**What is being asked:** If an entry holds an image, leave that image out and transcribe everything else exactly.

**Data supplied:**
◇ ◇ ◇ ◇

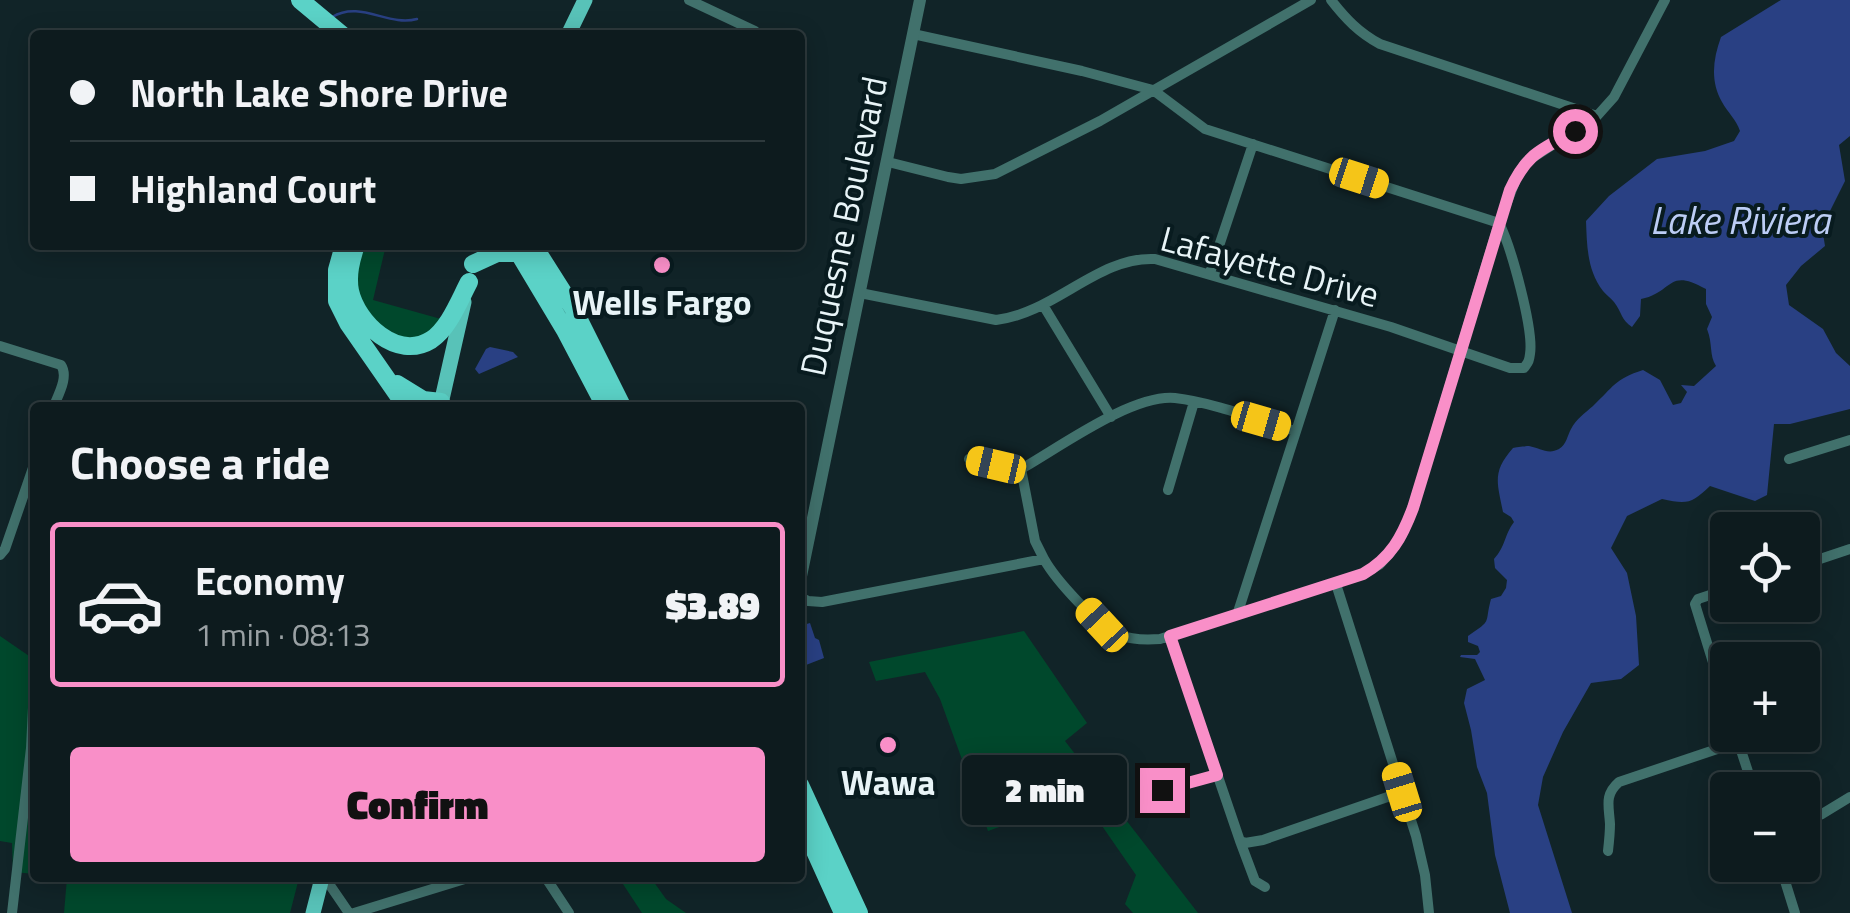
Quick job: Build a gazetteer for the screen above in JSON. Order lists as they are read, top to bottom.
{
  "streets": {
    "street": ["Duquesne Boulevard", "Lafayette Drive"]
  },
  "crossings": [
    ["Duquesne Boulevard", "Lafayette Drive"]
  ],
  "water": ["Lake Riviera"],
  "places": ["Wells Fargo", "Wawa"],
  "page": {
    "banner": ["North Lake Shore Drive", "Highland Court"],
    "heading": "Choose a ride",
    "map_buttons": ["+", "−"],
    "list": [
      {
        "name": "Economy",
        "note": "1 min · 08:13",
        "value": "$3.89"
      }
    ],
    "buttons": "Confirm",
    "bubble": "2 min"
  }
}
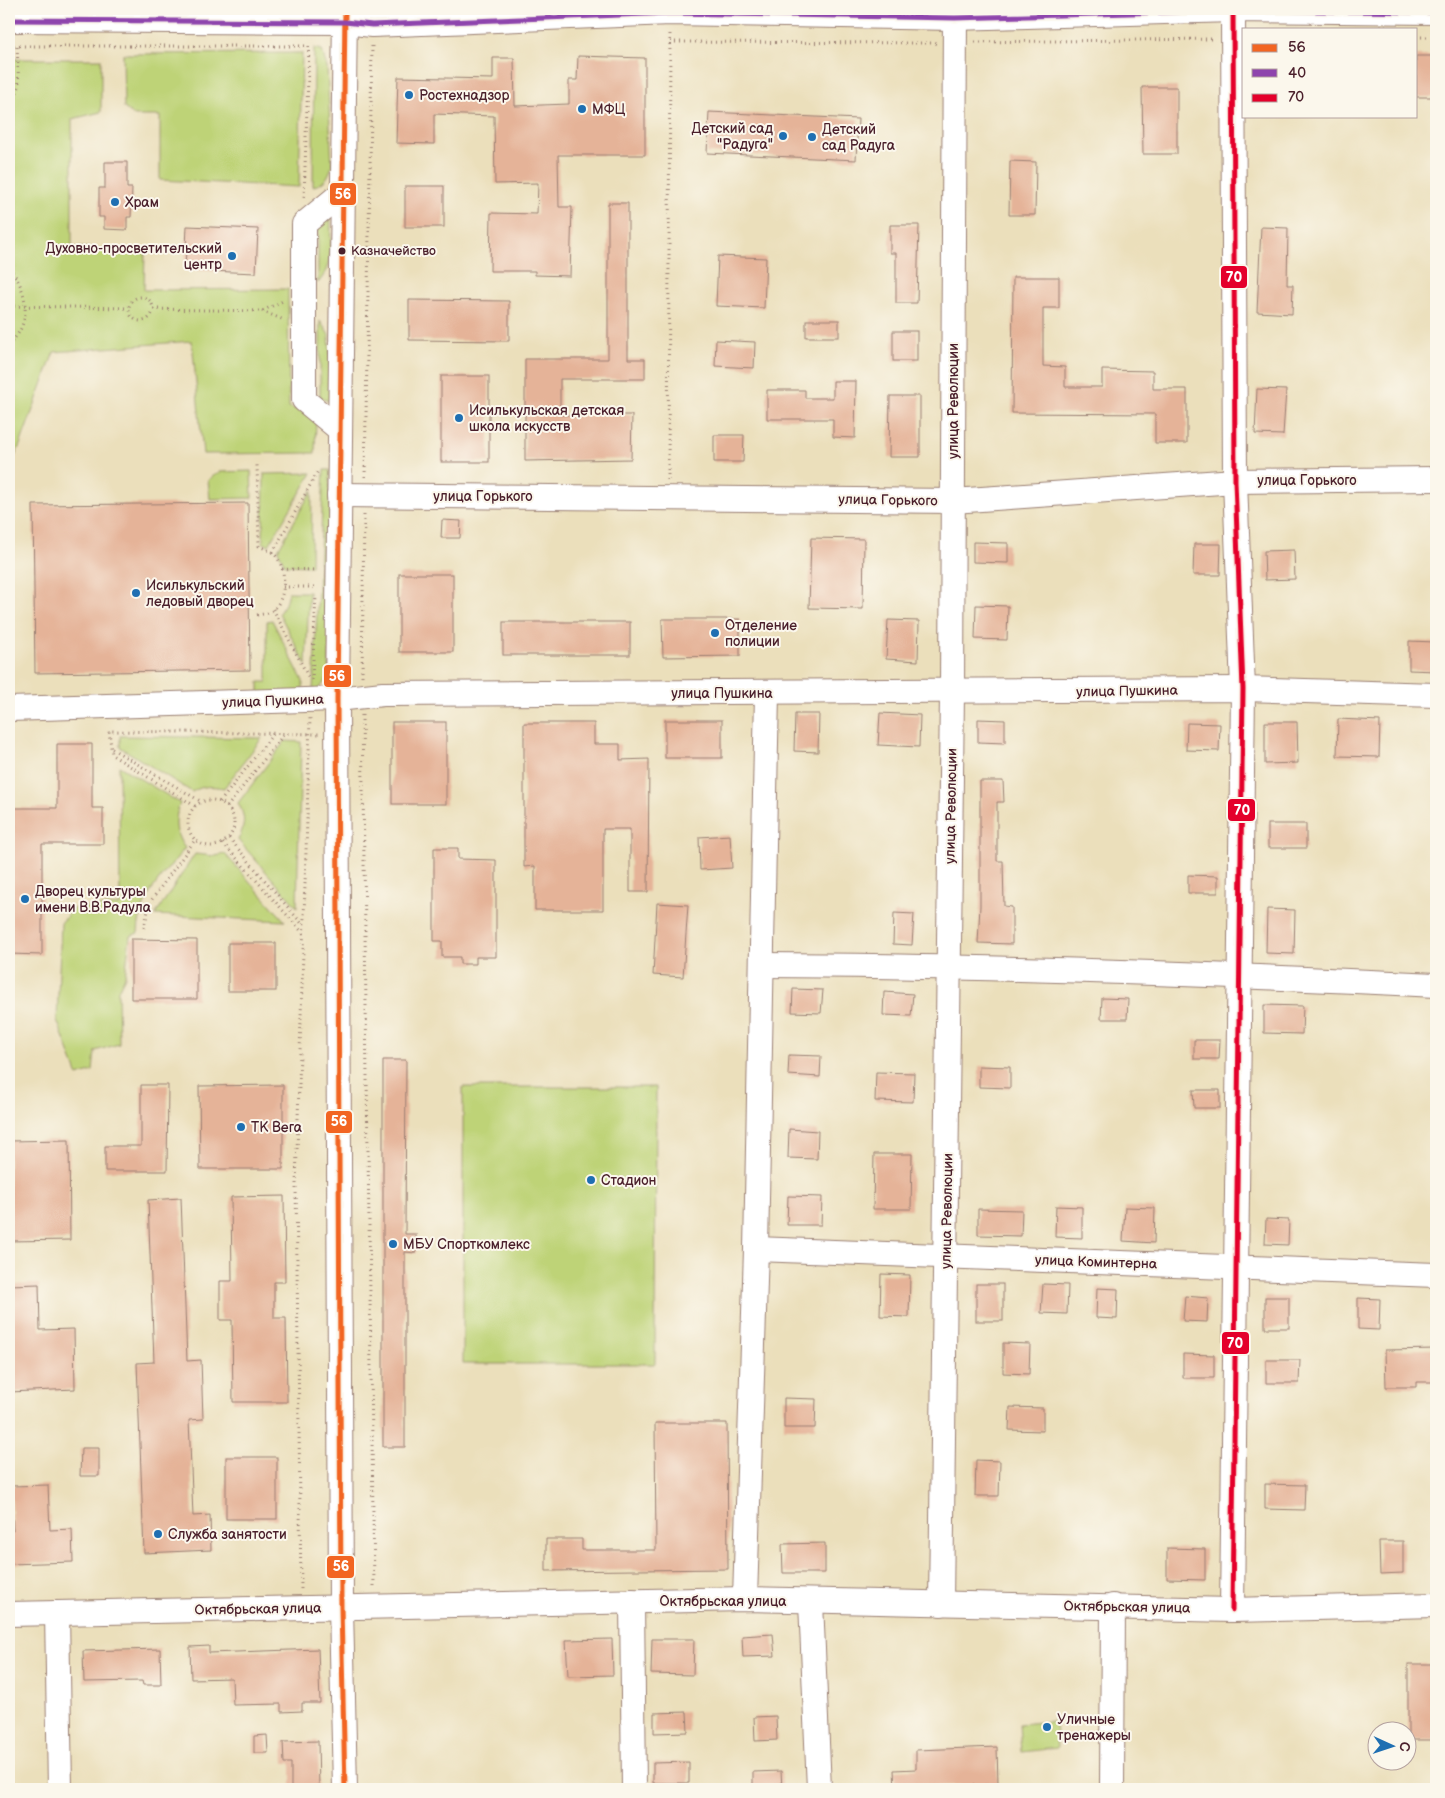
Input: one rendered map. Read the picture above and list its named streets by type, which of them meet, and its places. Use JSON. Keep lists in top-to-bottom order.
{
  "streets": {
    "street": [
      "улица Революции",
      "улица Горького",
      "улица Пушкина",
      "улица Коминтерна",
      "Октябрьская улица"
    ]
  },
  "crossings": [
    ["улица Революции", "улица Горького"],
    ["улица Революции", "улица Пушкина"],
    ["улица Революции", "улица Коминтерна"],
    ["улица Революции", "Октябрьская улица"]
  ],
  "places": [
    "Ростехнадзор",
    "МФЦ",
    "Детский сад \"Радуга\"",
    "Детский сад Радуга",
    "Храм",
    "Казначейство",
    "Духовно-просветительский центр",
    "Исилькульская детская школа искусств",
    "Исилькульский ледовый дворец",
    "Отделение полиции",
    "Дворец культуры имени В.В.Радула",
    "ТК Вега",
    "Стадион",
    "МБУ Спорткомлекс",
    "Служба занятости",
    "Уличные тренажеры"
  ],
  "lines": ["transit line 56", "transit line 40", "transit line 70"],
  "legend": ["56", "40", "70"],
  "north": "right"
}
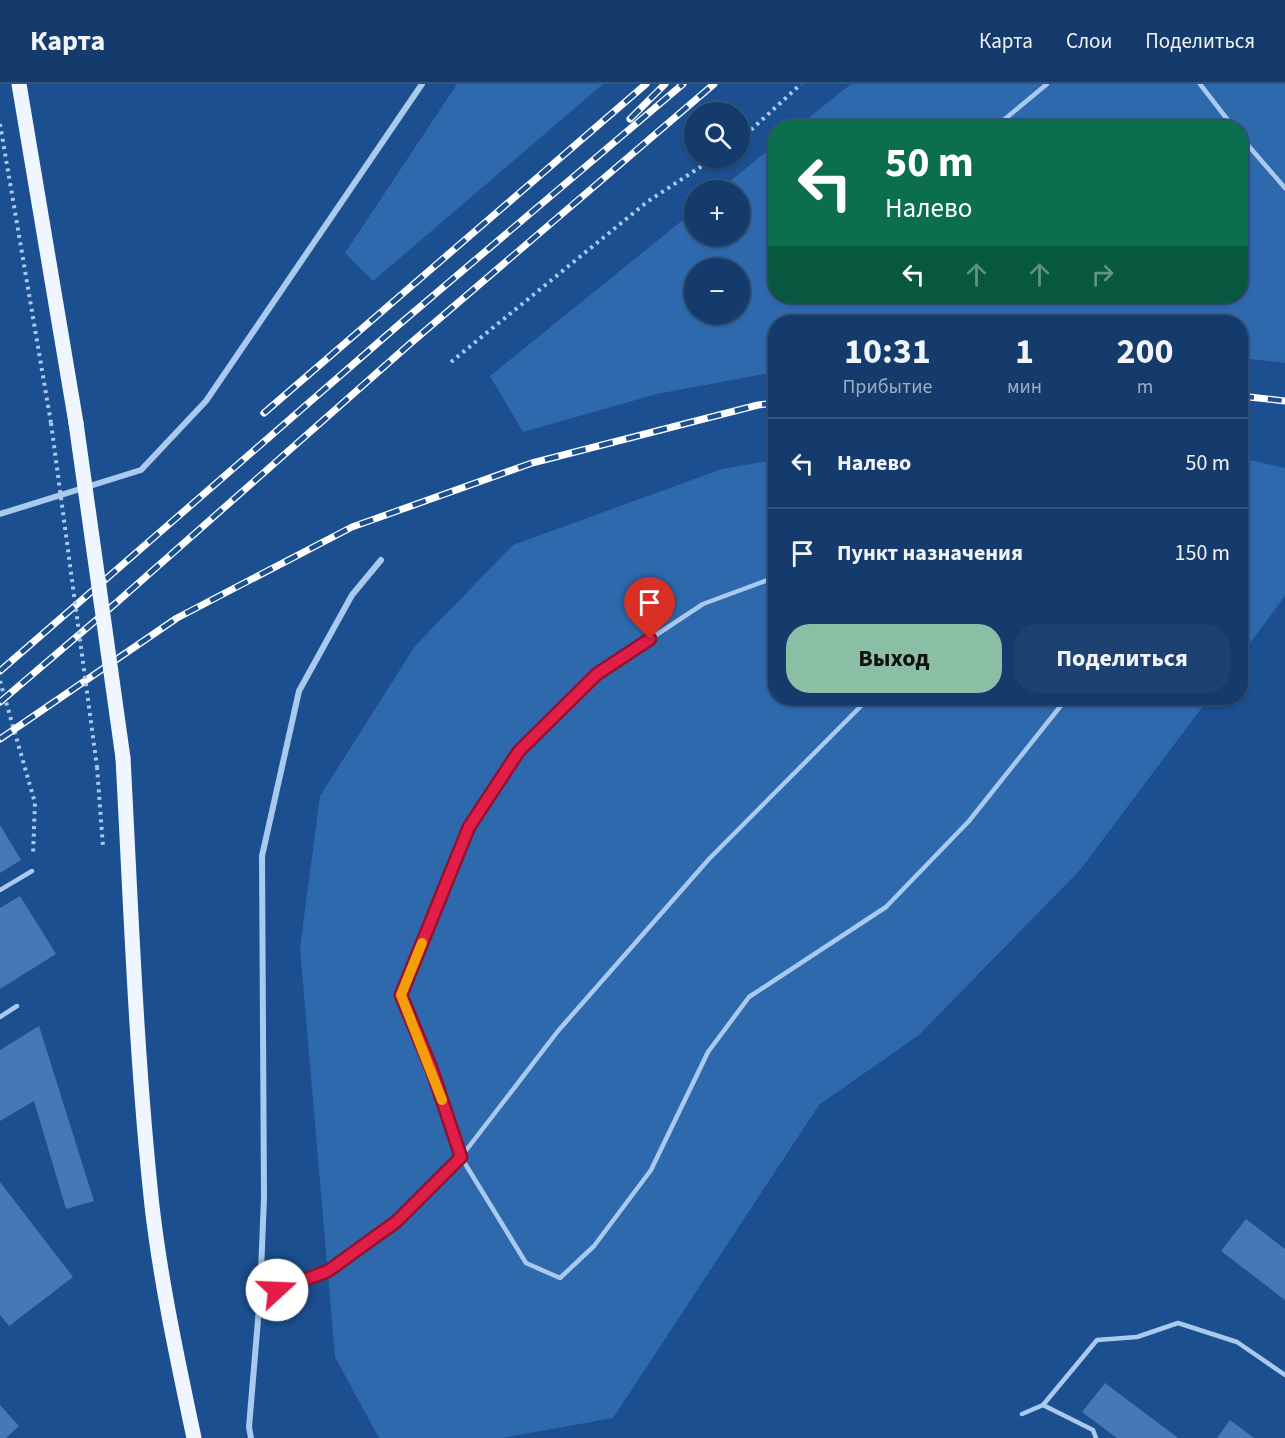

◇ ◇ ◇ ◇

**Reply to the exercise:**
Quick job: Build a gazetteer for the screen above in JSON. Order lists as they are read, top to bottom.
{
  "streets": {
    "street": ["Duquesne Boulevard", "Lafayette Drive"]
  },
  "crossings": [
    ["Duquesne Boulevard", "Lafayette Drive"]
  ],
  "water": ["Lake Riviera"],
  "places": ["Wells Fargo", "Wawa"],
  "page": {
    "banner": ["North Lake Shore Drive", "Highland Court"],
    "heading": "Choose a ride",
    "map_buttons": ["+", "−"],
    "list": [
      {
        "name": "Economy",
        "note": "1 min · 08:13",
        "value": "$3.89"
      }
    ],
    "buttons": "Confirm",
    "bubble": "2 min"
  }
}
Input: one rendered map. Read the picture above and list its named streets by type, which of them meet, and its places. Use JSON. Keep lists in top-to-bottom order.
{
  "streets": {
    "street": [
      "улица Революции",
      "улица Горького",
      "улица Пушкина",
      "улица Коминтерна",
      "Октябрьская улица"
    ]
  },
  "crossings": [
    ["улица Революции", "улица Горького"],
    ["улица Революции", "улица Пушкина"],
    ["улица Революции", "улица Коминтерна"],
    ["улица Революции", "Октябрьская улица"]
  ],
  "places": [
    "Ростехнадзор",
    "МФЦ",
    "Детский сад \"Радуга\"",
    "Детский сад Радуга",
    "Храм",
    "Казначейство",
    "Духовно-просветительский центр",
    "Исилькульская детская школа искусств",
    "Исилькульский ледовый дворец",
    "Отделение полиции",
    "Дворец культуры имени В.В.Радула",
    "ТК Вега",
    "Стадион",
    "МБУ Спорткомлекс",
    "Служба занятости",
    "Уличные тренажеры"
  ],
  "lines": ["transit line 56", "transit line 40", "transit line 70"],
  "legend": ["56", "40", "70"],
  "north": "right"
}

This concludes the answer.